» EXERCISE REQUIREMENTS
Filter on the word "justify": copy each matching line from the listing below.

» PROVIDED ENTRIES
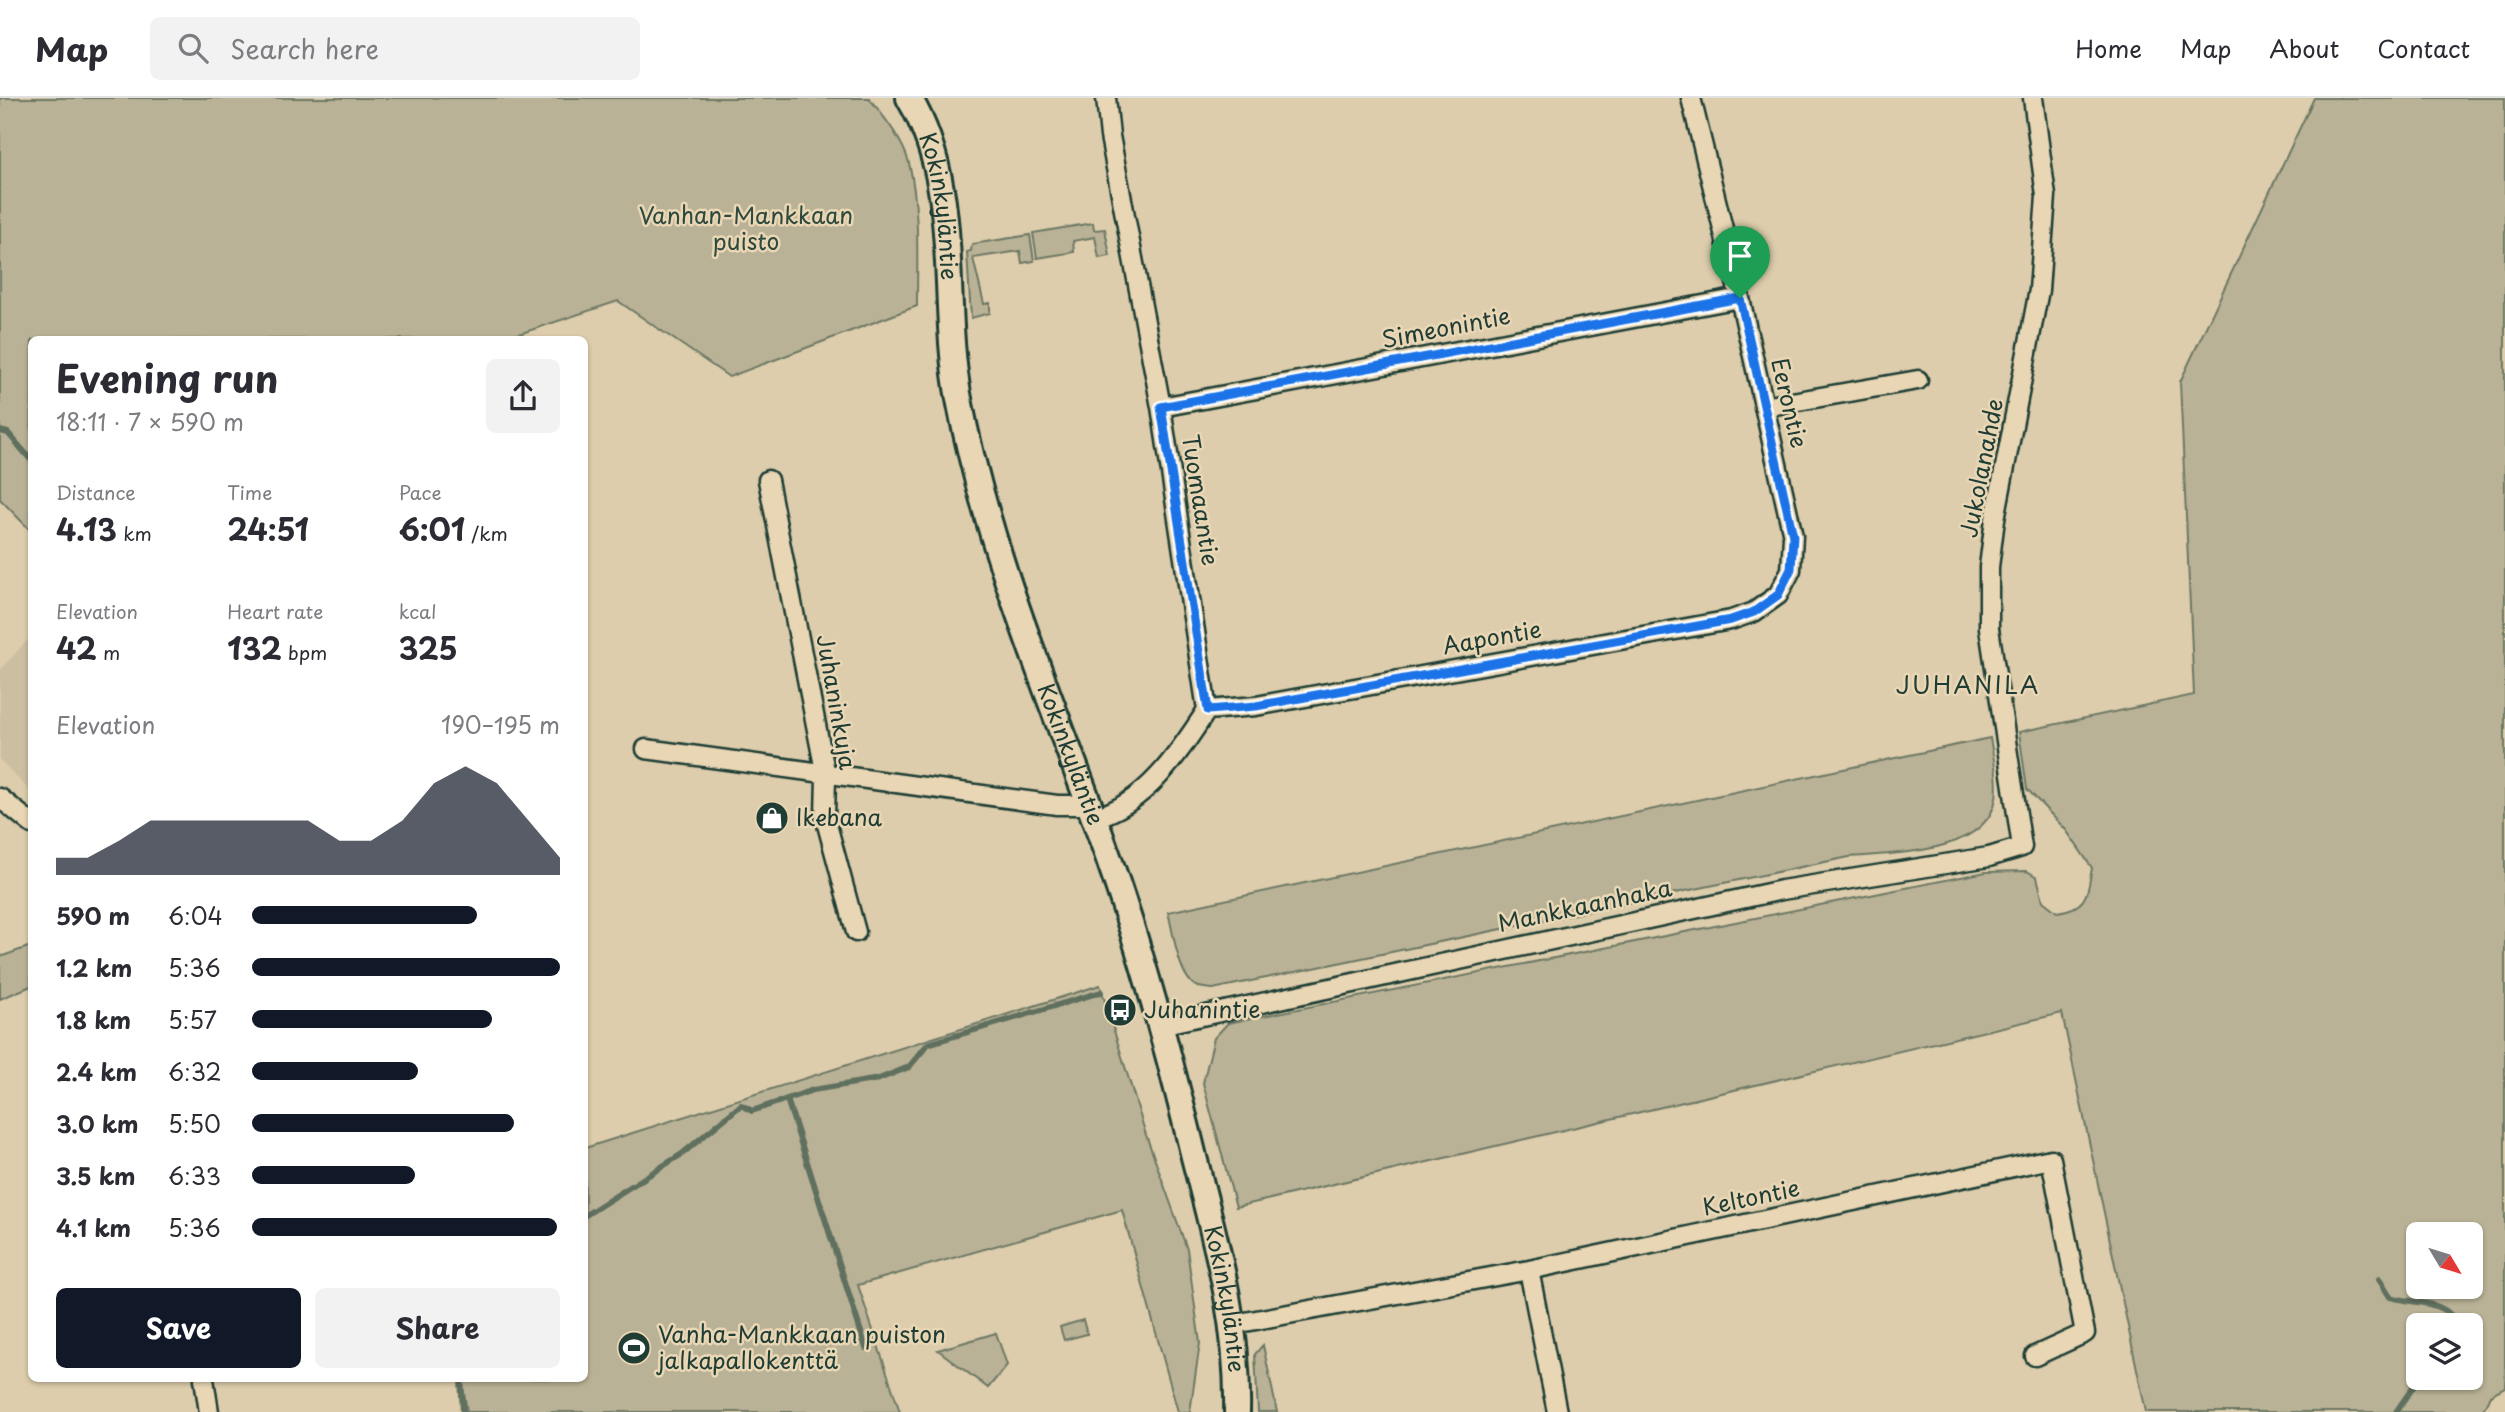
<!DOCTYPE html>
<html lang="en">
<head>
<meta charset="utf-8">
<style>
  :root { --surface:#fff; --page:#f2f2f3; --text:#2b2b33; --muted:#7c7c81; --line:#e1e1e2; --accent:#111827 }
  body { margin:0; font-family:"Playpen Sans",sans-serif; background:var(--page); color:var(--text); height:100vh; display:flex; flex-direction:column; font-size:26px; white-space:nowrap }
  * { box-sizing:border-box; margin:0 }
  p { font-size:23px; color:var(--muted) }
  .icon { flex:none; width:38px; height:38px; fill:none; stroke:currentColor; stroke-width:2; stroke-linecap:round; stroke-linejoin:round }
  .map { position:relative; flex:1; overflow:hidden }
  .sheet { position:absolute; left:28px; top:238px; width:560px; height:1046px; display:flex; flex-direction:column; background:var(--surface); border-radius:10px; box-shadow:0 2px 5px #0004 }
  .sheet>* { flex:none }
  .needle { width:46px; rotate:128deg }
  .fabs { position:absolute; left:2406px; top:1124px; display:grid; gap:14px }
  .fabs a { display:grid; place-items:center; width:77px; height:77px; border-radius:10px; background:var(--surface); box-shadow:0 2px 5px #0004; font-size:35px }
  .pin { position:absolute; display:grid; place-items:center; width:60px; height:60px; color:#fff; margin:-72px -30px; border-radius:50% 50% 50% 0; rotate:-45deg; box-shadow:0 0 7px #0007 }
  .pin .icon { rotate:45deg }
  .round { display:grid; place-items:center; flex:none; width:74px; height:74px; border-radius:10px; background:var(--page) }
  .overview { display:flex; align-items:center; justify-content:space-between; height:119px; padding:0 28px }
  h1 { font-size:38px; font-weight:700; line-height:52px }
  .figures { display:grid; grid-template-columns:repeat(3,1fr); gap:10px; height:119px; padding:7px 28px }
  .figures div { display:grid; align-content:center }
  .figures b { font-size:30px; font-weight:700 }
  .figures small { font-size:19px; font-weight:400 }
  .figures p { font-size:19px }
  .chart { height:196px; padding:14px 28px }
  .chart p { display:flex; justify-content:space-between }
  .chart svg { width:100%; height:126px; margin-top:7px; fill:var(--accent); opacity:.7 }
  .button { display:flex; gap:14px; margin-top:auto; padding:14px 28px }
  .button a { flex:1; height:80px; border-radius:10px; background:var(--accent); color:#fff; font-size:28px; font-weight:700; line-height:80px; text-align:center }
  .button a+a { background:var(--page); color:var(--text) }
  ul { padding:0 28px; list-style:none; font-size:23px }
  li { display:grid; grid-template-columns:112px 84px 1fr; align-items:center; height:52px }
  li i { height:18px; border-radius:9px; background:var(--accent) }
  header { display:flex; align-items:center; gap:42px; box-sizing:border-box; height:98px; padding:0 35px; background:var(--surface); border-bottom:2px solid var(--line) }
  header strong { font-size:33px }
  nav { display:flex; gap:38px; margin-inline-start:auto; font-size:24px }
  .search { width:490px; height:63px; background:var(--page); display:flex; align-items:center; gap:18px; box-sizing:border-box; padding:0 24px; border-radius:10px; color:var(--muted); font-size:26px }
  .map>svg:first-child { display:block }
  .built { fill:#ccbfa1 }
  .green { fill:#bab296; stroke:#6c7865; stroke-width:2; fill-rule:evenodd }
  .lines { fill:none; stroke-linecap:round; stroke-linejoin:round }
  .stream { stroke:#606f5e; stroke-width:6 }
  .street-casing { stroke:#1f3d34; stroke-width:23 }
  .secondary-casing { stroke:#1f3d34; stroke-width:30 }
  .street { stroke:#e9d6b4; stroke-width:18 }
  .secondary { stroke:#e9d6b4; stroke-width:24 }
  .route-casing { stroke:#fff; stroke-width:14 }
  .route { stroke:#1a73e8; stroke-width:9 }
  .labels { text-anchor:middle; stroke-width:5; stroke-linejoin:round; paint-order:stroke }
  .street-label { font-size:23px; fill:#1f3d34; stroke:#e9d6b4 }
  .park-label { font-size:23px; fill:#2e493e; stroke:#e9d6b4 }
  .poi-label { font-size:23px; fill:#1f3d34; stroke:#e9d6b4; text-anchor:start }
  .neighbourhood-label { font-size:24px; letter-spacing:2px; fill:#1f3d34; stroke:#e9d6b4 }
</style>
</head>
<body>
<header>
<strong>Map</strong>
<div class="search"><svg class="icon" aria-label="search" viewBox="0 0 24 24"><circle cx="10" cy="10" r="6"/><path d="M15 15l6 6"/></svg>Search here</div>
<nav><a>Home</a><a>Map</a><a>About</a><a>Contact</a></nav>
</header>
<div class="map">
<svg width="2505" height="1314" viewBox="0 0 2505 1314">
  <rect width="100%" height="100%" fill="#ddcdac"/>
  <filter id="ink" filterUnits="userSpaceOnUse"><feTurbulence type="fractalNoise" baseFrequency=".0143" numOctaves="2"/><feDisplacementMap in="SourceGraphic" scale="14" xChannelSelector="R" yChannelSelector="G"/><feConvolveMatrix kernelMatrix="1 2 1 2 8 2 1 2 1" color-interpolation-filters="sRGB"/></filter>
  <g filter="url(#ink)">
    <!-- built -->
    <path class="built" d="M31 538V694L0 662V572Z"/>
    <!-- green -->
    <path class="green" d="M0 0H869C884 19 903 42 909 65 920 110 917 162 917 208L729 279 618 203 504 241 32 242 31 433 0 401Z
      M2314 0H2505V1289L2490 1297 2482 1314H2146L2062 915 1236 1109 1203 985 1214 940 1228 925 1986 774 2027 773 2037 779 2043 803 2057 814C2087 810 2087 798 2092 770L2066 732 2027 691 2019 634 2194 597 2180 284ZM2418 1136H2471V1188H2418ZM2418 1227H2471V1279H2418Z
      M1093 125 1094 132 1105 131 1110 158 1099 160 1095 139 1073 143 1074 154 1037 160 1033 135Z
      M1030 137 1034 163 1022 165 1020 153 973 160 984 206 990 205V215L971 220 967 154 971 153 972 146Z
      M1990 640C1993 659 1999 681 1996 700 1987 757 1892 755 1849 759L1213 891C1208 890 1200 890 1196 888 1178 879 1173 832 1168 814Z
      M31 848V888L0 901V859Z
      M1100 887 1146 1037 1187 1151 1200 1245 1190 1314H1178L1122 1112 858 1187 900 1314H467L462 1281H584L585 1050Z
      M1083 1222 1087 1236 1064 1242 1060 1229Z
      M996 1235 1007 1267 988 1290 938 1252Z
      M1263 1247 1277 1314H1258L1255 1256Z"/>
    <g class="lines">
      <!-- stream -->
      <path class="stream" d="M0 333 8 335 32 363
        M787 1001 866 1250
        M584 1118 682 1056 741 1007 752 1013 813 992 879 981 909 969 928 946 1101 894
        M2379 1181 2390 1199C2413 1206 2447 1201 2457 1227
        M461 1281 463 1314
        M2396 1314 2420 1279"/>
      <defs>
        <path id="street" d="M1161 309 1740 200
          M1764 309 1918 282
          M768 382 826 678 825 719 856 834
          M1207 612 1256 608 1731 522 1754 514 1778 497 1791 472 1793 438 1740 200 1691 0
          M646 651 1057 707H1089
          M0 700 32 726
          M1094 720C1146 706 1179 655 1207 612L1161 309 1110 38 1106 0
          M1160 927 1782 792 1989 759 2022 749 1989 530V469L1995 421 2039 192 2046 98 2033 0
          M1529 1172 1557 1314
          M1234 1226 1529 1172 2051 1061 2085 1235 2035 1258
          M204 1281 209 1314"/>
        <g id="secondary">
          <path id="s1" d="M909 0C963 90 940 202 959 301 986 444 1043 581 1093 717 1135 829 1166 944 1194 1059 1216 1145 1239 1224 1237 1314"/>
        </g>
      </defs>
      <!-- street casing -->
      <use href="#street" class="street-casing"/>
      <!-- secondary casing -->
      <use href="#secondary" class="secondary-casing"/>
      <!-- street -->
      <use href="#street" class="street"/>
      <!-- secondary -->
      <use href="#secondary" class="secondary"/>
    </g>
  </g>
  <g class="lines" filter="url(#ink)">
    <defs>
      <path id="route" d="M1740 200 1793 438 1791 471 1778 497 1754 514 1731 522 1256 608 1208 612 1161 309Z"/>
    </defs>
    <!-- route casing -->
    <use href="#route" class="route-casing"/>
    <!-- route -->
    <use href="#route" class="route"/>
  </g>
  <!-- icons -->
  <defs>
    <symbol id="shop-disc" viewBox="-11 -11 22 22"><circle r="9.5" fill="#1f3d34" stroke="#e9d6b4"/><path d="M-5-2.5h2.3a2.7 3.5 0 0 1 5.4 0H5L5.5 6h-11ZM-1.5-2.5h3a1.5 2.3 0 0 0-3 0Z" fill="#fff"/></symbol>
    <symbol id="bus-disc" viewBox="-11 -11 22 22"><circle r="9.5" fill="#1f3d34" stroke="#e9d6b4"/><path d="M-5-6H5V4H4V6H2V4H-2V6H-4V4H-5ZM-3.5-4V0h7V-4ZM-3.5 1.2v1.5H-2V1.2ZM2 1.2v1.5H3.5V1.2Z" fill="#fff"/></symbol>
    <symbol id="stadium-disc" viewBox="-11 -11 22 22"><circle r="9.5" fill="#1f3d34" stroke="#e9d6b4"/><path d="M0-5a6.5 5 0 1 0 0 10a6.5 5 0 1 0 0-10ZM-3.5-1.8h7v3.6h-7Z" fill="#fff"/></symbol>
  </defs>
  <g fill-rule="evenodd">
    <use href="#shop-disc" x="753" y="701" width="38" height="38"/>
    <use href="#bus-disc" x="1101" y="893" width="38" height="38"/>
    <use href="#stadium-disc" x="615" y="1231" width="38" height="38"/>
  </g>
  <g class="labels">
    <!-- street labels -->
    <g class="street-label">
      <text dy="8" stroke="none"><textPath href="#s1" startOffset="114">Kokinkyläntie</textPath></text>
      <text transform="translate(1446 230) rotate(-11)" y="8">Simeonintie</text>
      <text transform="translate(1789 305) rotate(77)" y="8">Eerontie</text>
      <text transform="translate(1982 370) rotate(-79)" y="8">Jukolanahde</text>
      <text transform="translate(1200 402) rotate(81)" y="8">Tuomaantie</text>
      <text transform="translate(1492 540) rotate(-10)" y="8">Aapontie</text>
      <text transform="translate(836 604) rotate(80)" y="8">Juhaninkuja</text>
      <text dy="8" stroke="none"><textPath href="#s1" startOffset="681">Kokinkyläntie</textPath></text>
      <text transform="translate(1585 808) rotate(-12)" y="8">Mankkaanhaka</text>
      <text transform="translate(1751 1100) rotate(-12)" y="8">Keltontie</text>
      <text dy="8" stroke="none"><textPath href="#s1" startOffset="1248">Kokinkyläntie</textPath></text>
    </g>
    <!-- park labels -->
    <g class="park-label">
      <text x="746" y="126">Vanhan-Mankkaan<tspan x="746" dy="26">puisto</tspan></text>
    </g>
    <!-- poi labels -->
    <g class="poi-label">
      <text x="796" y="728">Ikebana</text>
      <text x="1144" y="920">Juhanintie</text>
      <text x="658" y="1245">Vanha-Mankkaan puiston<tspan x="658" dy="26">jalkapallokenttä</tspan></text>
    </g>
    <!-- neighbourhood labels -->
    <g class="neighbourhood-label">
      <text x="1968" y="596">JUHANILA</text>
    </g>
  </g>
</svg>
<div class="fabs">
<a><svg class="needle" viewBox="-14 -14 28 28"><path d="M0-13l5 13h-10z" fill="#e53935"/><path d="M0 13l5-13h-10z" fill="#7c7c81"/></svg></a>
<a><svg class="icon" aria-label="layers" viewBox="0 0 24 24"><path d="M12 4l9 5-9 5-9-5zM3 14l9 5 9-5"/></svg></a>
</div>
<div class="pin" style="left:1740px;top:200px;background:#1e9e55"><svg class="icon" aria-label="arrive" viewBox="0 0 24 24"><path d="M6 21V4h12l-3 4 3 4H6"/></svg></div>
<section class="sheet">
<div class="overview"><div><h1>Evening run</h1><p>18:11 · 7 × 590 m</p></div><a class="round"><svg class="icon" aria-label="share" viewBox="0 0 24 24"><path d="M12 15V3M7 8l5-5 5 5M5 13v7h14v-7"/></svg></a></div>
<div class="figures">
<div><p>Distance</p><b>4.13<small> km</small></b></div>
<div><p>Time</p><b>24:51</b></div>
<div><p>Pace</p><b>6:01<small> /km</small></b></div>
</div>
<div class="figures">
<div><p>Elevation</p><b>42<small> m</small></b></div>
<div><p>Heart rate</p><b>132<small> bpm</small></b></div>
<div><p>kcal</p><b>325</b></div>
</div>
<div class="chart"><p><span>Elevation</span>190–195 m</p>
<svg viewBox="0 0 160 44" preserveAspectRatio="none"><path d="M0 44V38L10 38L20 32L30 25L40 25L50 25L60 25L70 25L80 25L90 32L100 32L110 25L120 12L130 6L140 12L150 25L160 38V44z"/></svg>
</div>
<ul>
<li><b>590 m</b>6:04<i style="width:73%"></i></li>
<li><b>1.2 km</b>5:36<i style="width:100%"></i></li>
<li><b>1.8 km</b>5:57<i style="width:78%"></i></li>
<li><b>2.4 km</b>6:32<i style="width:54%"></i></li>
<li><b>3.0 km</b>5:50<i style="width:85%"></i></li>
<li><b>3.5 km</b>6:33<i style="width:53%"></i></li>
<li><b>4.1 km</b>5:36<i style="width:99%"></i></li>
</ul>
<div class="button"><a>Save</a><a>Share</a></div>
</section>
</div>
</body>
</html>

» PROBLEM SOLUTION
  .overview { display:flex; align-items:center; justify-content:space-between; height:119px; padding:0 28px }
  .chart p { display:flex; justify-content:space-between }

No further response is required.